Paying for it gives you breathing space in the short term while you sort out your yields, keeps your marketing rolling, leaves your partners with something to sell. At some point it becomes better to sell anything, even at no profit, than to cede the market to your competitors and watch your partners and the market move over to the opposition. Nvidia is spending money in the short term to try and make money down the line.
The thing is, though, there's almost no lock-in for GPU's, and game developers don't pay license money to IHV's. Let's take a scenario, for example, where we have the following situation:
1. nVidia has a chip, but low yields. Can sell chips at some loss.
2. Three months later, ATI releases a product that is better in every way (price, performance, power, features, etc.).
3. Three months after that, yields on nVidia's original chip are finally to the point that they could have sold it at a profit against ATI's part, but now they have to lower their price and continue making a loss for a while longer.
Or, this situation:
1. nVidia has a chip, but low yields.

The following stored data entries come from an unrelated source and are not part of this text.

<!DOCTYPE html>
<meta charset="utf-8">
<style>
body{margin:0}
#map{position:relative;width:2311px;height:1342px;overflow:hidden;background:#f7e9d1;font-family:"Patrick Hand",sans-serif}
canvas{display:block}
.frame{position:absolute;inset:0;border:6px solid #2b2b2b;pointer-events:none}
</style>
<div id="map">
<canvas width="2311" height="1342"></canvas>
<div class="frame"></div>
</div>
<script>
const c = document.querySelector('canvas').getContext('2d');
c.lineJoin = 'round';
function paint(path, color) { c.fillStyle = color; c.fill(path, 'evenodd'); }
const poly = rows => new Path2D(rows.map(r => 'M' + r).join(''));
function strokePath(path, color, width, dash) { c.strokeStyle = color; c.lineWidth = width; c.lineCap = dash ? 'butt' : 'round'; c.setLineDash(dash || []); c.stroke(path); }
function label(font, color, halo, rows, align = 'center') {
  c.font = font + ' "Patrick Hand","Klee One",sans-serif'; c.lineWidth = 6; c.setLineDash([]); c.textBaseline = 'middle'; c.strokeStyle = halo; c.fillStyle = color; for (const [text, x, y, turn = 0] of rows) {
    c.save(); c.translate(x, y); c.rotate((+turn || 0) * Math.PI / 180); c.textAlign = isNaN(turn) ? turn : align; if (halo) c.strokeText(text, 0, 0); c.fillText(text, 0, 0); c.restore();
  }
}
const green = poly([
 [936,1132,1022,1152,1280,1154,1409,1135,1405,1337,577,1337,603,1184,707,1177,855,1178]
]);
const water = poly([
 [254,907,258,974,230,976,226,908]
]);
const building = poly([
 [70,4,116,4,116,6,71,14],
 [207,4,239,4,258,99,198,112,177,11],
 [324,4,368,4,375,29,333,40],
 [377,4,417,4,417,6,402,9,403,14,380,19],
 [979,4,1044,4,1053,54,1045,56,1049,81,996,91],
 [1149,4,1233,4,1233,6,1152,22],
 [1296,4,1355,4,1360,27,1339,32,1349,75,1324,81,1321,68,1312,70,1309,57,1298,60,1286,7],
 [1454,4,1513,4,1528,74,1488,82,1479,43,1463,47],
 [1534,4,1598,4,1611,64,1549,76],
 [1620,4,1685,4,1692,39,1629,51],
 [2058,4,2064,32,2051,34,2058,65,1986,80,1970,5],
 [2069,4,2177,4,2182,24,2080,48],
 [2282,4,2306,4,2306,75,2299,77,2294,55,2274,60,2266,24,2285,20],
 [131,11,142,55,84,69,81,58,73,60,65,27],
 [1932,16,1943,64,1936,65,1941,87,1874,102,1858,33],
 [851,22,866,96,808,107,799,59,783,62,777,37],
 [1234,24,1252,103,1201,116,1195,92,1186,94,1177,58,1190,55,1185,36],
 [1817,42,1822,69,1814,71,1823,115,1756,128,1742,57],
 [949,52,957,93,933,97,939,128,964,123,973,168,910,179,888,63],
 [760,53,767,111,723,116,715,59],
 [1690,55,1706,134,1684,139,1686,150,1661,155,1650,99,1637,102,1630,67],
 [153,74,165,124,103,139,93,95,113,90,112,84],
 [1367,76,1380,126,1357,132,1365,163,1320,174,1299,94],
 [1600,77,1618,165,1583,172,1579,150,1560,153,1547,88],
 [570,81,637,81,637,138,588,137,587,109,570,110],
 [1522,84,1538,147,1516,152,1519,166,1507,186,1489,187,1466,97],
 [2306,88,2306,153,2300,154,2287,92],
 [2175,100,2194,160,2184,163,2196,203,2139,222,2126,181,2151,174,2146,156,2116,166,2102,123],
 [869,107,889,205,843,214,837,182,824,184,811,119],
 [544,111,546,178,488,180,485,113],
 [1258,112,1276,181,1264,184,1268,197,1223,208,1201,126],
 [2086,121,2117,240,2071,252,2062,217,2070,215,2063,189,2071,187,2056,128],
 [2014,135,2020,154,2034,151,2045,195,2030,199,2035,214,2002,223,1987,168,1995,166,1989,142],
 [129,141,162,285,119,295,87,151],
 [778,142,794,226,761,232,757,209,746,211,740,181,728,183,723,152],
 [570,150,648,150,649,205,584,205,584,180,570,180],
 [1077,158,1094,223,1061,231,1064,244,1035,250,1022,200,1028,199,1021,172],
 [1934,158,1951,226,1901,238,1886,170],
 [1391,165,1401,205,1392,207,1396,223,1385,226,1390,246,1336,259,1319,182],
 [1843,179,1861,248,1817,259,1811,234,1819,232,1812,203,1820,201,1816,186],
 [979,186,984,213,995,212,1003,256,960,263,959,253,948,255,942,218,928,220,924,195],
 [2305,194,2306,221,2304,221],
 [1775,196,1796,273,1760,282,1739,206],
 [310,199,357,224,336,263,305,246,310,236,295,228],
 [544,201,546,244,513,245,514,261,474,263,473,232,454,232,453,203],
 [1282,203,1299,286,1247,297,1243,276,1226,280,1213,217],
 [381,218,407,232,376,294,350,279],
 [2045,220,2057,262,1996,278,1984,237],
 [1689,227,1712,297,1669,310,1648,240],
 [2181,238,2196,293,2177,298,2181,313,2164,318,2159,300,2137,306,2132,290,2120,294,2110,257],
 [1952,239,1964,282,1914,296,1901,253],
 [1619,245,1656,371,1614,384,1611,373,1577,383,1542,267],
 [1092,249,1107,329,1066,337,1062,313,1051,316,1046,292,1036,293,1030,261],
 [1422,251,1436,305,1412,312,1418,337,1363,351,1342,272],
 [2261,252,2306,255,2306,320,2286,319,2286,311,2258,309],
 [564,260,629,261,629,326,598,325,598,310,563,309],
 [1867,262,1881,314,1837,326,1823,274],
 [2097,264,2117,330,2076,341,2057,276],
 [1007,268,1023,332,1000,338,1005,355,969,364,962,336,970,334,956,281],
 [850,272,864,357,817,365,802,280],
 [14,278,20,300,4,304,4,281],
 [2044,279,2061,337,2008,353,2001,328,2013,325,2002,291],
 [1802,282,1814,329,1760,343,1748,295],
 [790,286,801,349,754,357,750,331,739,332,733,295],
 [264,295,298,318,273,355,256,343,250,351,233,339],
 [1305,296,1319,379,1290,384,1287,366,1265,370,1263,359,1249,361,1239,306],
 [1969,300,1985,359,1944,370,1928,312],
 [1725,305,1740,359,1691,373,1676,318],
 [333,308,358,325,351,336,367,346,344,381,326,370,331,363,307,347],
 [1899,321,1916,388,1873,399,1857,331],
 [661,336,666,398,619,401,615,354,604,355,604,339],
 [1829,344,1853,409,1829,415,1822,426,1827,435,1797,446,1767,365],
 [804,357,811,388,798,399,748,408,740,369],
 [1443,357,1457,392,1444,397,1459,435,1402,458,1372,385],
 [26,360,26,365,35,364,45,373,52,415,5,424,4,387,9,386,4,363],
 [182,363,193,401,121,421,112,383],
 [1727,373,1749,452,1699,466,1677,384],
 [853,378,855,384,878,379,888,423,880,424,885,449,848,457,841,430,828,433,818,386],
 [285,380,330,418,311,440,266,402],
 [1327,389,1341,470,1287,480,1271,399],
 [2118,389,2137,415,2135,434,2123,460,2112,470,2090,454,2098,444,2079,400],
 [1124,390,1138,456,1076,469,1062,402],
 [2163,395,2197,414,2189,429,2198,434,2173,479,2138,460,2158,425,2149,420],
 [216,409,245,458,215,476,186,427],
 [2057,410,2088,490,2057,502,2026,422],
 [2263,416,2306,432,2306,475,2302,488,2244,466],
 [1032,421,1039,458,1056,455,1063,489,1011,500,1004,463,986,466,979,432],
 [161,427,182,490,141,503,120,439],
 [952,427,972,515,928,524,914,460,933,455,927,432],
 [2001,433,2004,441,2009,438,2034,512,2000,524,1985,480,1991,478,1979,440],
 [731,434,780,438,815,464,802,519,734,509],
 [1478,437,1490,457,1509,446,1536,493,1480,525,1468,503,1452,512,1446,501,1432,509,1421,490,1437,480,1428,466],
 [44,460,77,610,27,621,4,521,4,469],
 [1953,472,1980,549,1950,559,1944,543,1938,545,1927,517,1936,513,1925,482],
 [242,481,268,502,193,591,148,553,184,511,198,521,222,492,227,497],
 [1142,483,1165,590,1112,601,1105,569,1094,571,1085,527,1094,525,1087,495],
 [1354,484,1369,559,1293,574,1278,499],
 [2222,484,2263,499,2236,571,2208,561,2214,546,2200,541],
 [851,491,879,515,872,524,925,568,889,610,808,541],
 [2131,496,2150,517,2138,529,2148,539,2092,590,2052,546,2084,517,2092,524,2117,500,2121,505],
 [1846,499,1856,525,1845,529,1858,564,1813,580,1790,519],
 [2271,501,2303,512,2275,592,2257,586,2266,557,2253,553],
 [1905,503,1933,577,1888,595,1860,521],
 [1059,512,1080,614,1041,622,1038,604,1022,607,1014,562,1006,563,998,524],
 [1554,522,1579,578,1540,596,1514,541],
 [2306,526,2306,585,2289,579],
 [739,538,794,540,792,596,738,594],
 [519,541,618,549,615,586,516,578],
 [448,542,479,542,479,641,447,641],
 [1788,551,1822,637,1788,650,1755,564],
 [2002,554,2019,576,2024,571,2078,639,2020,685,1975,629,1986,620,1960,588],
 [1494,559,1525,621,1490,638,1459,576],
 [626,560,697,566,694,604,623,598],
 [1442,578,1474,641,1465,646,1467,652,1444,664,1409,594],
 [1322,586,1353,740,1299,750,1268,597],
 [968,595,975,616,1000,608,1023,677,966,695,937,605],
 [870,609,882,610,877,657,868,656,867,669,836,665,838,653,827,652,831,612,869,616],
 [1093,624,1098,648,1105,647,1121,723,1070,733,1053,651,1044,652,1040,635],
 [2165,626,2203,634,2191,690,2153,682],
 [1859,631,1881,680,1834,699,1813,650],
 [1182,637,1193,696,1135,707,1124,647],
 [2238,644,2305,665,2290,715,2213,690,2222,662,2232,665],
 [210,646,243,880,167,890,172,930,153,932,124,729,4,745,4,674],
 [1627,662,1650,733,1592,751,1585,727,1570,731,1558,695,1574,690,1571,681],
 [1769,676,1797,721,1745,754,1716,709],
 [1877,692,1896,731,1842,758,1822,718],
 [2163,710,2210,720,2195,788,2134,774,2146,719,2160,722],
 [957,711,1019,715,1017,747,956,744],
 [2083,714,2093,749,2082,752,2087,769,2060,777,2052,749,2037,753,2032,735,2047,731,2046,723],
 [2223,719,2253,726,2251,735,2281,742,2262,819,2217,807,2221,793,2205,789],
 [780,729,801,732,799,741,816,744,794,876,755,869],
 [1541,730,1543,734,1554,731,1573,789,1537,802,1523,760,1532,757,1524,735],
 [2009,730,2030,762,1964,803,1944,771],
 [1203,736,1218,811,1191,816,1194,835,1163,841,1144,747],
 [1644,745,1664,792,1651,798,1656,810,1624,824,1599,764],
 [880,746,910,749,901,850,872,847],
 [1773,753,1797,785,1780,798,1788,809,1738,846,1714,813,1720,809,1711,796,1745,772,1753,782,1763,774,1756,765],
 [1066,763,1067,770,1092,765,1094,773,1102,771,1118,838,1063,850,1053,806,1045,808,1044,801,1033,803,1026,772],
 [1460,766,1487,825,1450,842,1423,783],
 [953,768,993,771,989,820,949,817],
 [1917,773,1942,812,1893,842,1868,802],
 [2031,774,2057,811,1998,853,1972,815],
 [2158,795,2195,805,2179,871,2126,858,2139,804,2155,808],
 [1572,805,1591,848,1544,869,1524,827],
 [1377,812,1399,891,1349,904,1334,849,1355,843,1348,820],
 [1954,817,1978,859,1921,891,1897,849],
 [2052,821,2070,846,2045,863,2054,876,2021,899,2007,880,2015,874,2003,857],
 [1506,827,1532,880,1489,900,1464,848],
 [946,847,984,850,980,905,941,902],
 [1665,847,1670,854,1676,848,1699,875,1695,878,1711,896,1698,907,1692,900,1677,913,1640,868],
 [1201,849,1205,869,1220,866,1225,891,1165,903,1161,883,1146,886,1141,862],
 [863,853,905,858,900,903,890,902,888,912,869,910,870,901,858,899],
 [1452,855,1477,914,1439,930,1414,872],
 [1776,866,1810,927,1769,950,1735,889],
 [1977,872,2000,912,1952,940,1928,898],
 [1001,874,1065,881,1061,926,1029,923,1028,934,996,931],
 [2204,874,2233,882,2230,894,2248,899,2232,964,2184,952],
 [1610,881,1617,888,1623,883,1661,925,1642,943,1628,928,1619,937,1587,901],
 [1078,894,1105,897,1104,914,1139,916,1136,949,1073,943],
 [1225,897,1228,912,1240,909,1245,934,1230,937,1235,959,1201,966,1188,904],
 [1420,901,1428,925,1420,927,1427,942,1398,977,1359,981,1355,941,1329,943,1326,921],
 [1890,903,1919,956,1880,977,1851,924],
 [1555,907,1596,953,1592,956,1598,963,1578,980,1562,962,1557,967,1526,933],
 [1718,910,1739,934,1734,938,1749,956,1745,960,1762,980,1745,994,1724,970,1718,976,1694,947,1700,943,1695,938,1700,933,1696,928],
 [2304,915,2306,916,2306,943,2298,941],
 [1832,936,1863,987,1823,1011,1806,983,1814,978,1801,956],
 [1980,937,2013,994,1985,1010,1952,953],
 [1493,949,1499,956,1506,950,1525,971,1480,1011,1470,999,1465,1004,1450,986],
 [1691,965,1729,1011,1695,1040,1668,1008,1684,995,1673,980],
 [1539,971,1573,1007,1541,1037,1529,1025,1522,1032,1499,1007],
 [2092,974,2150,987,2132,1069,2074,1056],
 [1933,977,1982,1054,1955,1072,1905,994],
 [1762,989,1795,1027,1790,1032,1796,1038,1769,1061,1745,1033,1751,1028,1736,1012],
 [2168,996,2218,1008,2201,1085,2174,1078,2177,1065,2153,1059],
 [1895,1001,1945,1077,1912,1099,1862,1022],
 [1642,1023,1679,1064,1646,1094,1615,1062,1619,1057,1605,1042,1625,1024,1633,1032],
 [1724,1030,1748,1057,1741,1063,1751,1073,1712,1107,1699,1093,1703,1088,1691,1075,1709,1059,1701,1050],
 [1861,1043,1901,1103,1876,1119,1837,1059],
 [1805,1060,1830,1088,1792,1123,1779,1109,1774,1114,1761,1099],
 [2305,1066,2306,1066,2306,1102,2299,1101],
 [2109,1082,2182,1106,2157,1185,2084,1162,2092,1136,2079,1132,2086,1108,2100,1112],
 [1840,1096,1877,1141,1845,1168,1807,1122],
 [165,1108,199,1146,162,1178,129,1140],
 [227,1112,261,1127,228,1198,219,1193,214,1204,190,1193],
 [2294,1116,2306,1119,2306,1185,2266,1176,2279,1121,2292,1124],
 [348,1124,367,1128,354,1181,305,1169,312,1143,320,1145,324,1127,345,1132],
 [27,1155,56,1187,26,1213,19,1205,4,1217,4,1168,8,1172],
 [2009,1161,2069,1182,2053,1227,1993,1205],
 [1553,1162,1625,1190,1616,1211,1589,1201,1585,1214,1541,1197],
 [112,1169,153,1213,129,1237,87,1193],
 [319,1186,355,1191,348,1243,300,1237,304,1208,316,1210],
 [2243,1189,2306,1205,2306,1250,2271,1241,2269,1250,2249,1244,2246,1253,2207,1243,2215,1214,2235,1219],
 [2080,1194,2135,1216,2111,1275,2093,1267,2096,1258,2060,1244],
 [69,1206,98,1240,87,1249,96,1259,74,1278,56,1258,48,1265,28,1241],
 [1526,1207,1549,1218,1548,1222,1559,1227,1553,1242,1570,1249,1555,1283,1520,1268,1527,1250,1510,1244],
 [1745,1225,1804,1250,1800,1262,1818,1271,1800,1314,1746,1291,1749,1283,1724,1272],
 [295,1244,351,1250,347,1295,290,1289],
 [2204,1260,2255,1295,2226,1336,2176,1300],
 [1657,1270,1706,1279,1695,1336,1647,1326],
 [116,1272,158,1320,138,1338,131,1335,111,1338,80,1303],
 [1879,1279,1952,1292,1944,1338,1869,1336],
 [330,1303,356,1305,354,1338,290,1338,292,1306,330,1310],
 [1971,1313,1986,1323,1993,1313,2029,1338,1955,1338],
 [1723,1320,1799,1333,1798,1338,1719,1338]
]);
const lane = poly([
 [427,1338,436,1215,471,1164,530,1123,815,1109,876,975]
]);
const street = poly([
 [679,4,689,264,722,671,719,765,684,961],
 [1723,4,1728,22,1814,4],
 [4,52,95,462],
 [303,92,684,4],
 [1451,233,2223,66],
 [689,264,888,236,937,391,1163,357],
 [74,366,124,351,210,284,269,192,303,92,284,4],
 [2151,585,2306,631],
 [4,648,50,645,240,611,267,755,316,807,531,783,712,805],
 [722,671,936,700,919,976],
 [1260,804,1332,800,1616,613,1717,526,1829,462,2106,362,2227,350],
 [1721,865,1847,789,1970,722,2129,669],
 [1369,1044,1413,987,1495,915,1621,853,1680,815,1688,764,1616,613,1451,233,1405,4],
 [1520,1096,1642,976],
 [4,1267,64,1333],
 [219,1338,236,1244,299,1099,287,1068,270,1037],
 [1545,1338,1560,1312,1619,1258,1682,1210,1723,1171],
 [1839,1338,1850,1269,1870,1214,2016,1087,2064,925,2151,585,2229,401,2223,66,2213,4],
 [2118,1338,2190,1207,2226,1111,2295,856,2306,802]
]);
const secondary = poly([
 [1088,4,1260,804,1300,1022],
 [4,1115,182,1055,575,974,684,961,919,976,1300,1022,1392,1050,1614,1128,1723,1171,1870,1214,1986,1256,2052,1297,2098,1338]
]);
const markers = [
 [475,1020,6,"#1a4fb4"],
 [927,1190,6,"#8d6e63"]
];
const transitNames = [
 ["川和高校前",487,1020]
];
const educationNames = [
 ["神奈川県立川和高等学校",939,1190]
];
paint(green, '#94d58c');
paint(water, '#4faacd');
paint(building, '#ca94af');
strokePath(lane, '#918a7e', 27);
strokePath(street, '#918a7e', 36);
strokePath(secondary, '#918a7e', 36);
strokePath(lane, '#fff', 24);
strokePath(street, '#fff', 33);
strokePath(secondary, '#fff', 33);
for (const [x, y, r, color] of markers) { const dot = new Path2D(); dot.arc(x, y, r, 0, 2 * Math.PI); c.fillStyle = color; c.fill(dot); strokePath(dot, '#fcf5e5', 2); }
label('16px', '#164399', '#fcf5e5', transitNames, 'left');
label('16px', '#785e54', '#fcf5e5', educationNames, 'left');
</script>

Can sell chips at some loss.
2. ATI has no new parts.
3. Six months later, yields on nVidia's original chips are finally to the point that they can sell it at a profit. But now they have to make up for six months of losses.
In other words, selling chips at a loss in the current GPU market is basically lose-lose situation. You can make the money back if you're selling a closed platform, like Sony did with the PS3, because there they earn most of their money on game sales (some portion of console game sales goes to the console maker). There's also a good amount of "lock-in" for the next generation because only PS3's are backwards-compatible with PS2's, X-Box 360's with the original X-Box, and so on. By contrast, ATI and nVidia hardware are, to a large degree, just as compatible with respect to one another.